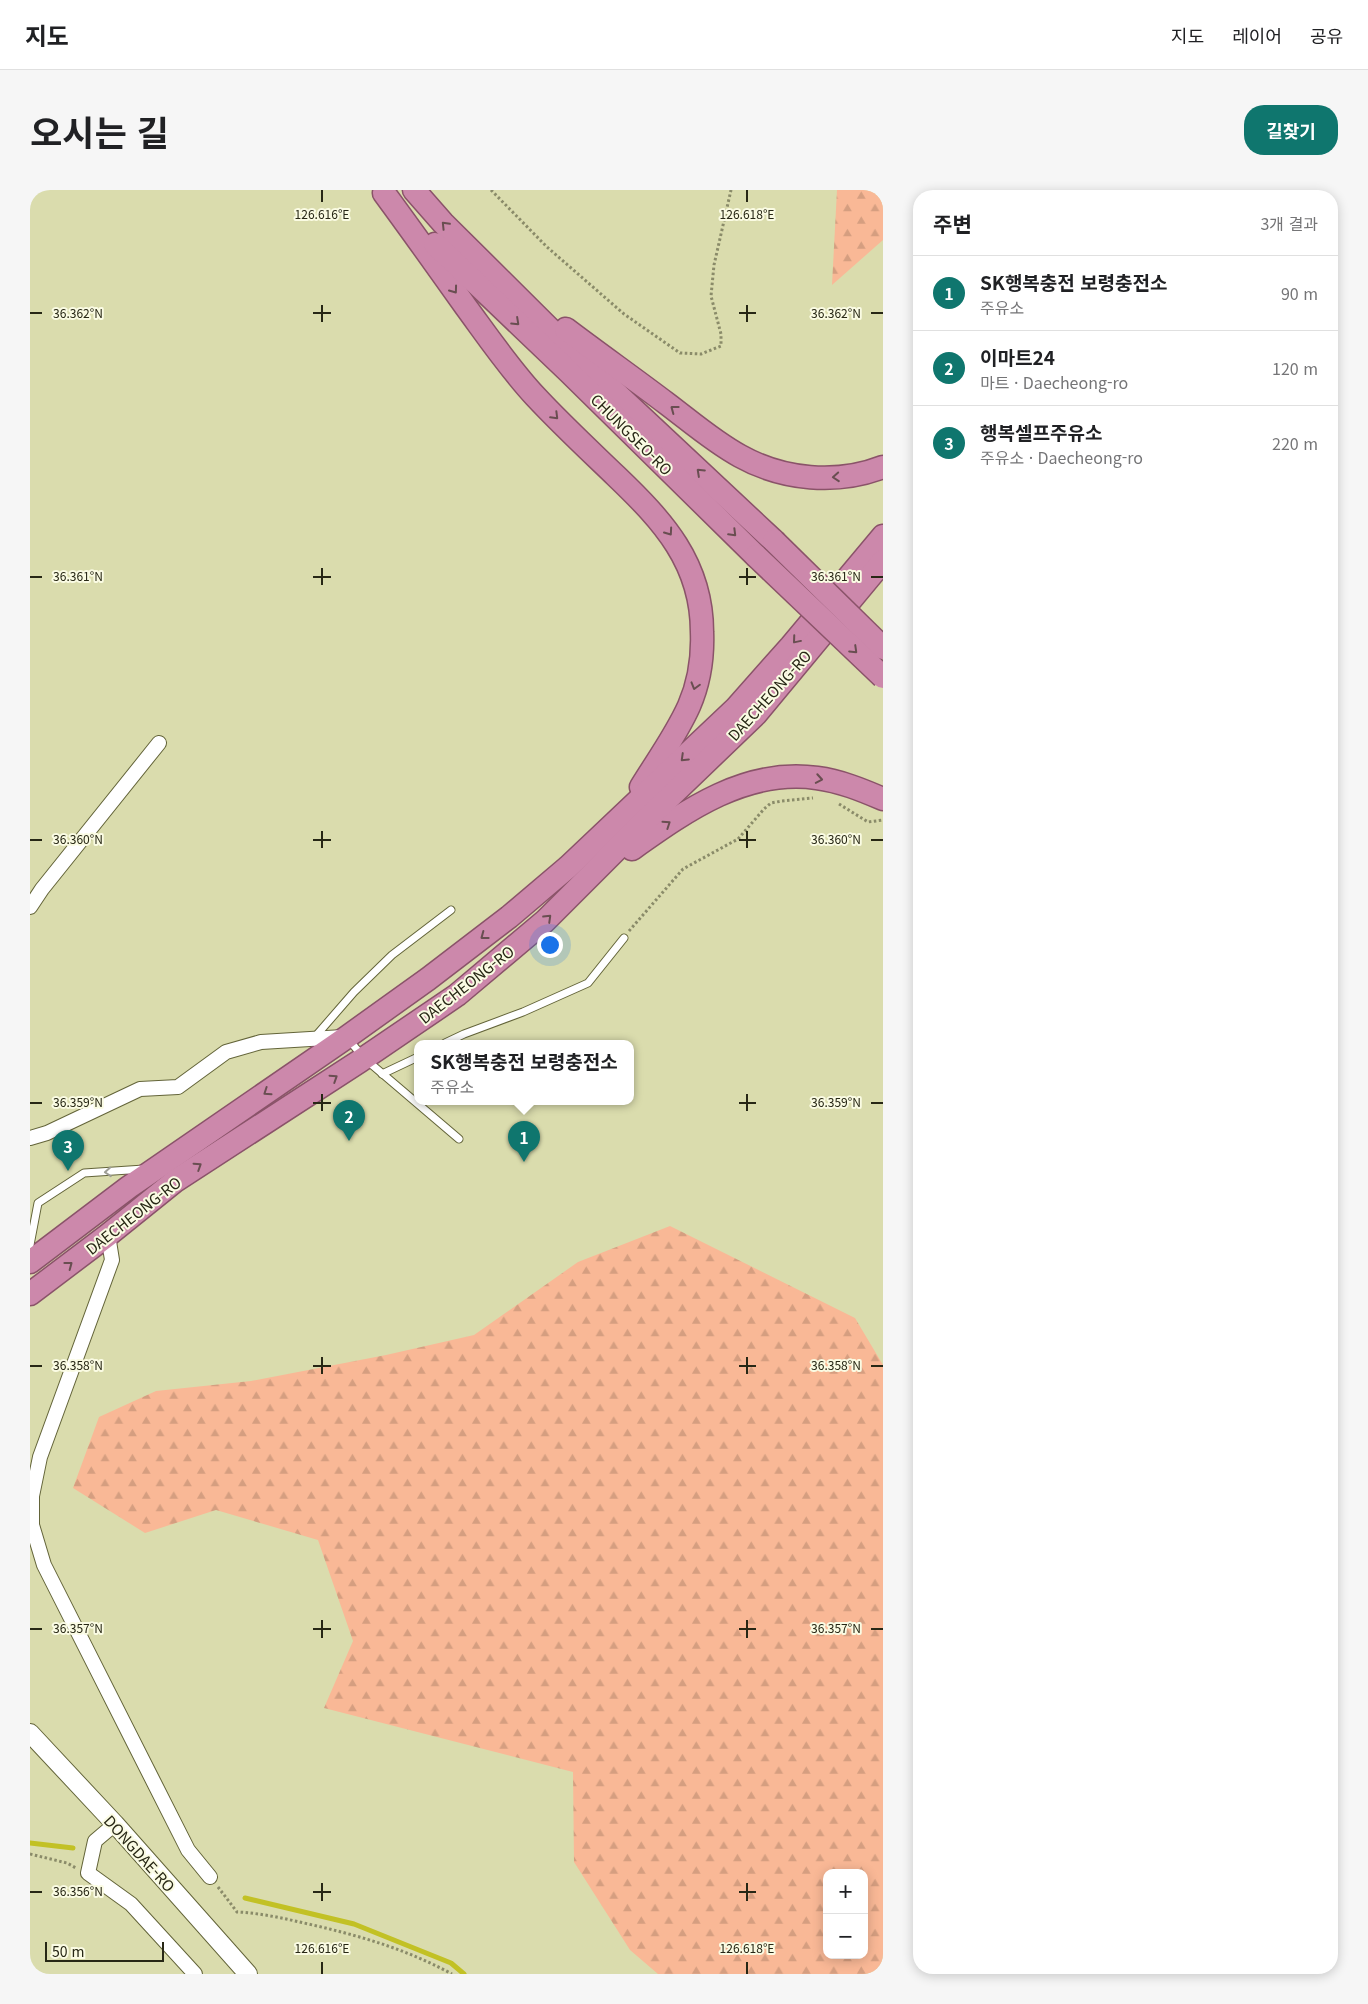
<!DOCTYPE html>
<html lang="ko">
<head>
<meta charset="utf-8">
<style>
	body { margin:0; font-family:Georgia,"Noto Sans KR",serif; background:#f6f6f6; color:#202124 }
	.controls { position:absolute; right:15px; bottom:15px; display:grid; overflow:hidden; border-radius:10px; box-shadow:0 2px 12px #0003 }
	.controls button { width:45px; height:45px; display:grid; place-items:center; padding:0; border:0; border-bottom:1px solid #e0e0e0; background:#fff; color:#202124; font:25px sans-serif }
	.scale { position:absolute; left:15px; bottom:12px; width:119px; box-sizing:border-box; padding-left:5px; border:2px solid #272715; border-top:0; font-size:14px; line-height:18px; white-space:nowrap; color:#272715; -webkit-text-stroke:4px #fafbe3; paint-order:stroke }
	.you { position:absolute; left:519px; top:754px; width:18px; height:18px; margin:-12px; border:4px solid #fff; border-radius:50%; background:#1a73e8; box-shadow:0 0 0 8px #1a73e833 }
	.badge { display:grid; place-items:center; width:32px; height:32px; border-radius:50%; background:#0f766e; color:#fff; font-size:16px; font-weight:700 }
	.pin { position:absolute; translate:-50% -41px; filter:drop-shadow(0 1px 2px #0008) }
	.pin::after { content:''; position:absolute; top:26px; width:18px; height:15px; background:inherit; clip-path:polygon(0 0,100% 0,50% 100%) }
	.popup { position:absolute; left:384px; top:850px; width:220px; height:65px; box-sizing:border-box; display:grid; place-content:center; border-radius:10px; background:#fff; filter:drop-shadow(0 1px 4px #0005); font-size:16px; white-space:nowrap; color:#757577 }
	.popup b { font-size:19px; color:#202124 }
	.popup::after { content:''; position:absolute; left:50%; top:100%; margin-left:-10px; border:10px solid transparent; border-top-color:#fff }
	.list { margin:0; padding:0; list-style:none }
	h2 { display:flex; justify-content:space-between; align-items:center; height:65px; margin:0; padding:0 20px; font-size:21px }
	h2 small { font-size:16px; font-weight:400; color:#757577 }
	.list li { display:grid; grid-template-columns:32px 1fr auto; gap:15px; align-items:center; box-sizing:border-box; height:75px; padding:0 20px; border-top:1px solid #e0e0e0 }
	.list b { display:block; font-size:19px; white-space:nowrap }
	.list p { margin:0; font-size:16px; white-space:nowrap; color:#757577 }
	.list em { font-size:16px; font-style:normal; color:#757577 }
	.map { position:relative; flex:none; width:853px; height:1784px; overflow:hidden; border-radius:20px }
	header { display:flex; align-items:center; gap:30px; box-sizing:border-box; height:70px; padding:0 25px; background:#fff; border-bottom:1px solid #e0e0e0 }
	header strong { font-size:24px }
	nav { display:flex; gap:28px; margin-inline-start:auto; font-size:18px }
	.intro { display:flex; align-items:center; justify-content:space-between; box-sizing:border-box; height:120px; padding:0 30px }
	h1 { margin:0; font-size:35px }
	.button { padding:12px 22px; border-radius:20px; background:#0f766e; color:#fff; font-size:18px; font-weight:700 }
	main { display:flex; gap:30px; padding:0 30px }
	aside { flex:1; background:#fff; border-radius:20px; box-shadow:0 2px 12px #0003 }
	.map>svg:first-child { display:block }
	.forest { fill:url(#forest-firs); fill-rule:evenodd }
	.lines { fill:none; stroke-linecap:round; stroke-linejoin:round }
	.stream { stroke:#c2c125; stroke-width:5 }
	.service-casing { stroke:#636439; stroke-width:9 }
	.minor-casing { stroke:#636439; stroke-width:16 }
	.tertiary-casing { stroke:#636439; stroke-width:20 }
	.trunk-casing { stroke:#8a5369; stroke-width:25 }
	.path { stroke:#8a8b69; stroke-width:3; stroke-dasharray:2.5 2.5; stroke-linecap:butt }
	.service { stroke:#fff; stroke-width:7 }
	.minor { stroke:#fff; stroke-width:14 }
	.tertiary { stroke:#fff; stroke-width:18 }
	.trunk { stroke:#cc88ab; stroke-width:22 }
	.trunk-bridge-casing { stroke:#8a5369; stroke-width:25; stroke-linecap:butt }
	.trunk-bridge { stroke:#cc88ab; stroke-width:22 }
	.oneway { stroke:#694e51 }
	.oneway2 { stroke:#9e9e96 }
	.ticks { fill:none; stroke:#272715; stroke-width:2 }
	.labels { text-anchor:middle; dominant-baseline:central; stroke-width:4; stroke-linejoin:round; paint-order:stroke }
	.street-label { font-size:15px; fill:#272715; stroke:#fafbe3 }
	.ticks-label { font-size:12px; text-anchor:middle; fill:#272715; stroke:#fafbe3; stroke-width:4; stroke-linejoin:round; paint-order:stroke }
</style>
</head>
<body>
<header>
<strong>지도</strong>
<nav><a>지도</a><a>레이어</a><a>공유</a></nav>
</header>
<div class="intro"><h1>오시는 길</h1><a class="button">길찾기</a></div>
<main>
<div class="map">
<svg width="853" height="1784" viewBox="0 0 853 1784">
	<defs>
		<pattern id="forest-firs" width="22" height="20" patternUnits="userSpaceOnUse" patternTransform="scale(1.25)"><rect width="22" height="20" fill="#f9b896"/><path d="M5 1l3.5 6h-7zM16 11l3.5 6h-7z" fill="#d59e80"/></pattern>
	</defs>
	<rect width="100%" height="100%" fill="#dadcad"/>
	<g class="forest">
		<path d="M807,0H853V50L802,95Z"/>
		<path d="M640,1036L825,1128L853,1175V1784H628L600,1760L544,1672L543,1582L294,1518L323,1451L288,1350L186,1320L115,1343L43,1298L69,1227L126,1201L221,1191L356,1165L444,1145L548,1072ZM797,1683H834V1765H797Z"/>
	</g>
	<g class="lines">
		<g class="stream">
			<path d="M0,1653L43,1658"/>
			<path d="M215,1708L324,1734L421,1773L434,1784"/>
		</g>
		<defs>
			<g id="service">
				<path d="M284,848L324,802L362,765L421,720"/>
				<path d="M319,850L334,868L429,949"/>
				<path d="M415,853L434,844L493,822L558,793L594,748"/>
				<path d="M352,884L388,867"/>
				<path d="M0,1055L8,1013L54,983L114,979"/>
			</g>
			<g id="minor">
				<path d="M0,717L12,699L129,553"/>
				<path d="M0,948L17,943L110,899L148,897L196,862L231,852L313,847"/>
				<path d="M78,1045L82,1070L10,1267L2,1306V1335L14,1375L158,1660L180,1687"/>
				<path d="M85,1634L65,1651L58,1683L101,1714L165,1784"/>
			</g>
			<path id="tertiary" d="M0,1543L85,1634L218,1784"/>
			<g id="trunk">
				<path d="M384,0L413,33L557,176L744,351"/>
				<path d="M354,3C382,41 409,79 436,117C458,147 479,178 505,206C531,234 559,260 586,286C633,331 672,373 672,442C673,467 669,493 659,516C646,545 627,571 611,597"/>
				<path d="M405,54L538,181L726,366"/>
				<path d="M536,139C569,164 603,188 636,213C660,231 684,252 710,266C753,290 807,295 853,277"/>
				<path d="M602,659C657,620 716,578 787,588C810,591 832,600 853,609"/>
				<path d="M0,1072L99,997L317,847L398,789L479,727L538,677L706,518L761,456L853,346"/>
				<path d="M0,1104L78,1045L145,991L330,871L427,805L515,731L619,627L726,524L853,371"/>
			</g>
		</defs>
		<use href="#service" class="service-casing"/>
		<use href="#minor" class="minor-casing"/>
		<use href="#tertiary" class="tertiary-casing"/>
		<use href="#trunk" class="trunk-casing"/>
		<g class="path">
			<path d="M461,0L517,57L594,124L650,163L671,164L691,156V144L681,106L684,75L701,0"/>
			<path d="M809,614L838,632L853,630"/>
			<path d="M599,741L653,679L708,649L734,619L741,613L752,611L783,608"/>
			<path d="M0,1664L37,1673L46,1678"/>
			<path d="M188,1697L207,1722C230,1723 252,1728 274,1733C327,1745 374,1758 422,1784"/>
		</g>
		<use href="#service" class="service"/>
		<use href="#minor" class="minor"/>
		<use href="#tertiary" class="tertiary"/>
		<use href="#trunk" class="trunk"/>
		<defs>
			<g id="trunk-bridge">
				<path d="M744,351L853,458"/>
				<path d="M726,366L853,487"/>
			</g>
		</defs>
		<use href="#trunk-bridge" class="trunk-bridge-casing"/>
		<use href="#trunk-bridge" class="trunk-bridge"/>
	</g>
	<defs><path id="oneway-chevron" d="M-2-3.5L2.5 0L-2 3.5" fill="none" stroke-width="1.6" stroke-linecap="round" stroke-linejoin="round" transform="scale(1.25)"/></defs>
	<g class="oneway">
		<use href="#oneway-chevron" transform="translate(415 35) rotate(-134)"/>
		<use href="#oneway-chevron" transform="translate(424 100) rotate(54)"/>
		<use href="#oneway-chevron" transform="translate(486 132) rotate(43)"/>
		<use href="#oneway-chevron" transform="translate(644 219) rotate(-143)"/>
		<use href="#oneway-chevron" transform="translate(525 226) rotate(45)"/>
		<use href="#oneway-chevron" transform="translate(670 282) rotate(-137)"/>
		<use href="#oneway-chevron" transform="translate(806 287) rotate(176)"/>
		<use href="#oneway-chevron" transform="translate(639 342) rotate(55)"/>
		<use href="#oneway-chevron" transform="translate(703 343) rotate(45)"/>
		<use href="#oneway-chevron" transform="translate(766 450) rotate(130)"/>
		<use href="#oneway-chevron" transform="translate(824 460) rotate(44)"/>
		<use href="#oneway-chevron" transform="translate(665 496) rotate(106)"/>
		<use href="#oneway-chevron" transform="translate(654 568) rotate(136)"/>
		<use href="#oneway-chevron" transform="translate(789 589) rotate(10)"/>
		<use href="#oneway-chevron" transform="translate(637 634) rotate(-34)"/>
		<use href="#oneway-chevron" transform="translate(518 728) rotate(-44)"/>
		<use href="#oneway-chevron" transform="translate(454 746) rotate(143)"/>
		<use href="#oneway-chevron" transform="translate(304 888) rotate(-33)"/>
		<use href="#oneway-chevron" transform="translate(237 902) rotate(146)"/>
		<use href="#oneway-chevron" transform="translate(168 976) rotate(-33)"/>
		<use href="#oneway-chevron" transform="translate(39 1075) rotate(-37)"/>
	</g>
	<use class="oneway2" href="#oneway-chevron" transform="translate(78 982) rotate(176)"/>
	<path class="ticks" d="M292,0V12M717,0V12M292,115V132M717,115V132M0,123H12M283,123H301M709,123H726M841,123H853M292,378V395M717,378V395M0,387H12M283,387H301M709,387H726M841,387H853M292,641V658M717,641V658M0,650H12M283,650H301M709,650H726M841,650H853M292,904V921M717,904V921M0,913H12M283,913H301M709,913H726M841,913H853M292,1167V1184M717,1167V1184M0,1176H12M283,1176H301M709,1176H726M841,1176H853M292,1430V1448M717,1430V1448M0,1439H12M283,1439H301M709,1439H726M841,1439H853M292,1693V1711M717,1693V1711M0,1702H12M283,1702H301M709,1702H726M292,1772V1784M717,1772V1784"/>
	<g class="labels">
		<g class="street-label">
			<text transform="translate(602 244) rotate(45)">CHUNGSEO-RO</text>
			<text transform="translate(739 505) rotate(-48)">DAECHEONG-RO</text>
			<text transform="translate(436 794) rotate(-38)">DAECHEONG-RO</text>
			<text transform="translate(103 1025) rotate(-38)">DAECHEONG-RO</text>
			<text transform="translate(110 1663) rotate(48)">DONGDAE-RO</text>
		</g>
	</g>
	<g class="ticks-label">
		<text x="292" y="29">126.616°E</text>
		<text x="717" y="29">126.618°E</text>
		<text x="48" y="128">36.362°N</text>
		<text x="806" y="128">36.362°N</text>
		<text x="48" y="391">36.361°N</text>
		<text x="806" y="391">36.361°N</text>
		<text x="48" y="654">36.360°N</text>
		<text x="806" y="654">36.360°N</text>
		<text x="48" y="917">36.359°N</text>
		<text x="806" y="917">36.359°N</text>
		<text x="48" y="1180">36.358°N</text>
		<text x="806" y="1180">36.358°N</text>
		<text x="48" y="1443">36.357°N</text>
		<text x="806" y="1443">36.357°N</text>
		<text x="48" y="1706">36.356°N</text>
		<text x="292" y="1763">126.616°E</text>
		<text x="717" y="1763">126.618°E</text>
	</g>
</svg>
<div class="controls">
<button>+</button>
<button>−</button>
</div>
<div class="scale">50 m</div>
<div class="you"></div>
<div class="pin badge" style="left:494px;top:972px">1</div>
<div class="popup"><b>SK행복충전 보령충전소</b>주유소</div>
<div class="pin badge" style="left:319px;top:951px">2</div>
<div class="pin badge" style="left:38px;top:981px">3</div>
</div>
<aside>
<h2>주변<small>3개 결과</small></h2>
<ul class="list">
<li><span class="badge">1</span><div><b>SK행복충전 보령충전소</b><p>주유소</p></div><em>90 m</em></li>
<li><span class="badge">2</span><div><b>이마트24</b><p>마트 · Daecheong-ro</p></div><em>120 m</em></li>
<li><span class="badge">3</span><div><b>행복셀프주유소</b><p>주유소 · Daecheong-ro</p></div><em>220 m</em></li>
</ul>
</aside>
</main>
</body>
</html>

::::

WHAT TO WORK ON | Every line of the listing that includes the word "lines" must be copied.

RESPONSE TO THE TASK |
	.lines { fill:none; stroke-linecap:round; stroke-linejoin:round }
	<g class="lines">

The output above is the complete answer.